Rep. Andy Harris, R-Md., who is Catholic, told the committee members: “I will tell you as a practicing physician, the Weldon Amendment is incredibly important at protecting people with deeply held conscience and religious beliefs from being forced to participate in something they don’t agree with.”
Another Catholic member of Congress, Rep. Chris Smith, R-N.J., issued a statement July 15 lamenting the move by House Democrats to break from the decades of bipartisan consensus on Hyde “to advance legislation that would force U.S. taxpayers to pay for abortion on demand.”
The majority of the American people remain opposed to forcing taxpayers to fund elective abortion, said Smith.
“Polling consistently shows that a majority of Americans oppose taxpayer funding of abortion — nearly six in 10,” he said, citing a recent a Marist poll. “Another eight in 10 Americans think laws can protect both the well-being of a woman and the health of her unborn child.”
Smith, who is co-chair of the Congressional Pro-Life Caucus, and many other pro-life leaders have noted how Biden as a senator always supported the Hyde Amendment.
In a 1994 letter to a constituent, he said that “on no fewer than 50 occasions,” he had voted against federal funding of abortions. “Those of us who are opposed to abortion should not be compelled to pay for them,” he said. In a 2007 memoir, he similarly stated he similarly said he was against federal funding of abortion.

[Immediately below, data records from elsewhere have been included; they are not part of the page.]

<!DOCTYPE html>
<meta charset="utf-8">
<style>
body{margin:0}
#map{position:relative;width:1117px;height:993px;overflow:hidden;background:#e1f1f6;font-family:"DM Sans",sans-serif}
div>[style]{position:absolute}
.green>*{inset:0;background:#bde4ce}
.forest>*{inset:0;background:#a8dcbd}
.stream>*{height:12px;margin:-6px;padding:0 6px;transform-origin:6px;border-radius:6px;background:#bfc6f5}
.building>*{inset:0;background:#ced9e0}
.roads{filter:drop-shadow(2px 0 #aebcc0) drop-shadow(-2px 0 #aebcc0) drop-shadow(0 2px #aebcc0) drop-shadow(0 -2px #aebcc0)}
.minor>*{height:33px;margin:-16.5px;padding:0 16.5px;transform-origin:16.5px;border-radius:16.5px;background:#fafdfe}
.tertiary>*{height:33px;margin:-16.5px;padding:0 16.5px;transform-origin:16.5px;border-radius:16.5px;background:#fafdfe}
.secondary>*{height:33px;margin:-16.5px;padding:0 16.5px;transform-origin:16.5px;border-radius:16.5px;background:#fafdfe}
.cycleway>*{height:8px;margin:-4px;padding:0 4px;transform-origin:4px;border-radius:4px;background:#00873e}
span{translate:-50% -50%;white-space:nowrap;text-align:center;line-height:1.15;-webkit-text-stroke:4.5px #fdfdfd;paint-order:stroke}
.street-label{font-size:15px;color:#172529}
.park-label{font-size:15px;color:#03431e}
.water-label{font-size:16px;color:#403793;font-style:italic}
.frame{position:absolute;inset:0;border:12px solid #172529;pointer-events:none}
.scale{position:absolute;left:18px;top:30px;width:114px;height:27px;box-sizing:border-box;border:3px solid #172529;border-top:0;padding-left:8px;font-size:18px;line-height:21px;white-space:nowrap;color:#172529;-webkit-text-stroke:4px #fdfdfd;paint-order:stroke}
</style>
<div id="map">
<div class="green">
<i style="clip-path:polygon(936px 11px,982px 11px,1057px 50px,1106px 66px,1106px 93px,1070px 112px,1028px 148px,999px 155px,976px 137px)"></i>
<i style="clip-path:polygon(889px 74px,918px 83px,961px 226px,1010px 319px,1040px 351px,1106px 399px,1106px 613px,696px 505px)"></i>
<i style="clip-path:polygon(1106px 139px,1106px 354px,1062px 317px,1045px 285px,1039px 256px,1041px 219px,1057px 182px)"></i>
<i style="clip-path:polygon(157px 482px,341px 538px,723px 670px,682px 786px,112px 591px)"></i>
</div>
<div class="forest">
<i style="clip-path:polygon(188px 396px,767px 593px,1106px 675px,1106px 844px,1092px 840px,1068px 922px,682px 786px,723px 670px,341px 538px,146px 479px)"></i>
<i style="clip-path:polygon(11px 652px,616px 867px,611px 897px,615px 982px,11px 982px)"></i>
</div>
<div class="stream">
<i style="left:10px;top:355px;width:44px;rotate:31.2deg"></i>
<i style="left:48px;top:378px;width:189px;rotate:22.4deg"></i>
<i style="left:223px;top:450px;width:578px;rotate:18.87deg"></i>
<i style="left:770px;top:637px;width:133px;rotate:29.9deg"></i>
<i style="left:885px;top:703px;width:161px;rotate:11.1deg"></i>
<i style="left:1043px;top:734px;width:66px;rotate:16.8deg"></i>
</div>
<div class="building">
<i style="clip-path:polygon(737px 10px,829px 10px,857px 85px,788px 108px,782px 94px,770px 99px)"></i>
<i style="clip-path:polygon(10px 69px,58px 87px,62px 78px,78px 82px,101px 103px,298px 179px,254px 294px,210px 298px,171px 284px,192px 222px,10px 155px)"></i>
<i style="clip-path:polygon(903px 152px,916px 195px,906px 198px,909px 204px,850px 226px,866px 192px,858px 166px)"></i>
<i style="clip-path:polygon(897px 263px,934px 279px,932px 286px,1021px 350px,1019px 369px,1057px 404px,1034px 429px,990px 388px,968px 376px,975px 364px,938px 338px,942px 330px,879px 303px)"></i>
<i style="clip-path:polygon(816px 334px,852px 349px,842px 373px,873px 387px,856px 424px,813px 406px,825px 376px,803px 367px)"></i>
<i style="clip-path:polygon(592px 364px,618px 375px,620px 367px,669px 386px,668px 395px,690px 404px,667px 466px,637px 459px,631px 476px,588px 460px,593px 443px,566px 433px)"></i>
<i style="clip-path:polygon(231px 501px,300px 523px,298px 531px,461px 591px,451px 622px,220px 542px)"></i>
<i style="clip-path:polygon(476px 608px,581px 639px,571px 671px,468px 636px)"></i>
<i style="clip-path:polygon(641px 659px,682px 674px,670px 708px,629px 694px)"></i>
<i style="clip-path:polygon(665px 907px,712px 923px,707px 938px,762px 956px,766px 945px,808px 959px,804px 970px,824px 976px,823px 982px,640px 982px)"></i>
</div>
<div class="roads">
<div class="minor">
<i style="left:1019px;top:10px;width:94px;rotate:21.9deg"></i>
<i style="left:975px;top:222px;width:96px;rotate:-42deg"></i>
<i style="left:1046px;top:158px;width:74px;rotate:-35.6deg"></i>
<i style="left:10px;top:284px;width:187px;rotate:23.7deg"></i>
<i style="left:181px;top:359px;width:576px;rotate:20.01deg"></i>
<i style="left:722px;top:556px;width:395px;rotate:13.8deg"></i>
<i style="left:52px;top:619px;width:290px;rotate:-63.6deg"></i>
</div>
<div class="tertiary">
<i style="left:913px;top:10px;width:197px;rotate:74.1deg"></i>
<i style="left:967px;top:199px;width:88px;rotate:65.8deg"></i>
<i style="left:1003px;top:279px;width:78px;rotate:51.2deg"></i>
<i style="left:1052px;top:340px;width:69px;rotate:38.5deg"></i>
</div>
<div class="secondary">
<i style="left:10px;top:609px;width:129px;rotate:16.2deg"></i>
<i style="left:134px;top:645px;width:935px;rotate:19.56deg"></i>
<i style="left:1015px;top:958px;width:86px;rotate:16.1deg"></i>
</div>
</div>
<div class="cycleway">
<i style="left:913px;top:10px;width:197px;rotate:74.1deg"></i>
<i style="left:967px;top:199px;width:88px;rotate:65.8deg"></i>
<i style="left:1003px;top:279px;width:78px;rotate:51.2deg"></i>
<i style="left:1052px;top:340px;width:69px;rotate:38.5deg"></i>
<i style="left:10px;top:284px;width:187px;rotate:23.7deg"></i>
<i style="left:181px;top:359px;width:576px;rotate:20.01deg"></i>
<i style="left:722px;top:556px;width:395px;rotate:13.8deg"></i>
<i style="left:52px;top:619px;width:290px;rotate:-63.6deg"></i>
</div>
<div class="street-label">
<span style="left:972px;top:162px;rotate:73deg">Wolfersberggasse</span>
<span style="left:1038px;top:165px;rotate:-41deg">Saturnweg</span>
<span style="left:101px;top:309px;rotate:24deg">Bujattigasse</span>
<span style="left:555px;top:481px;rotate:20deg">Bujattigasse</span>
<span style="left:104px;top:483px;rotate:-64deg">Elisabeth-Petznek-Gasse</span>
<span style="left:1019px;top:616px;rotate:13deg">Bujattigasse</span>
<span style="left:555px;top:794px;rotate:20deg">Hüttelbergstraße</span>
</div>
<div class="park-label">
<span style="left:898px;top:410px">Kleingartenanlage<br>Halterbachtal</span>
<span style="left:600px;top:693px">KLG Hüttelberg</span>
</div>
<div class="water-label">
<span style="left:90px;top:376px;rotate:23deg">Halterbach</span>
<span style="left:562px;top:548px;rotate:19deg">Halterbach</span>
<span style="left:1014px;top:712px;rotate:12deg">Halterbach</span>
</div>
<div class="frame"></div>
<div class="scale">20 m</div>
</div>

In June 2019, Biden declared he no longer supported the Hyde Amendment. The new York Times quoted him as saying: “If I believe heath care is a right, as I do, I can no longer support an amendment that makes that right dependent on someone’s ZIP code. I can’t justify leaving millions of women without access to the care they need and the ability to exercise their constitutionally protected right.”
The “ZIP code” refence was in relation to his opposition to the efforts in a number of states to enact restrictions on abortion.
Smith is the author of the No Taxpayer Funding for Abortion and Abortion Insurance Full Disclosure Act of 2021, or H.R. 18, which would make Hyde and similar provisions permanent. He has 166 co-sponsors.
On June 23, in a late afternoon vote, all 218 Democrats in the House approved a procedural “previous question” motion that prevented the House from debating and voting on the measure. The Republican vote against the motion was 209.
Smith told Catholic News Service that House Republicans then began a series of “unanimous consent requests” on the floor asking that H.R. 18 be immediately discharged from three committees and brought to the floor for debate and a vote. McCarthy made the first request, “followed by others including me. We are going to do this every day until the August recess.”
Over the past couple of months, the U.S. Conference of Catholic Bishops’ committee chairman, individual bishops, the head of the Catholic Health Association and several pro-life organizations, including March for Life, the Susan B. Anthony List, National Right to Life and Students for Life of America have called on Americans to write to their members of Congress demanding the Hyde Amendment be included in spending bills.
The USCCB’s Secretariat of Pro-Life Activities is asking Catholics and all “people of goodwill” to sign an online petition, www.notaxpayerabortion.com, urging Congress not to let federal funds be used to pay for abortions. The petition, “Save Hyde. Save Lives,” will be sent to members of Congress and staff. As of late July 16, the petition had 121,000 signatures.
The spending measures approved by the House Appropriations Committee will now go to the full House for a vote.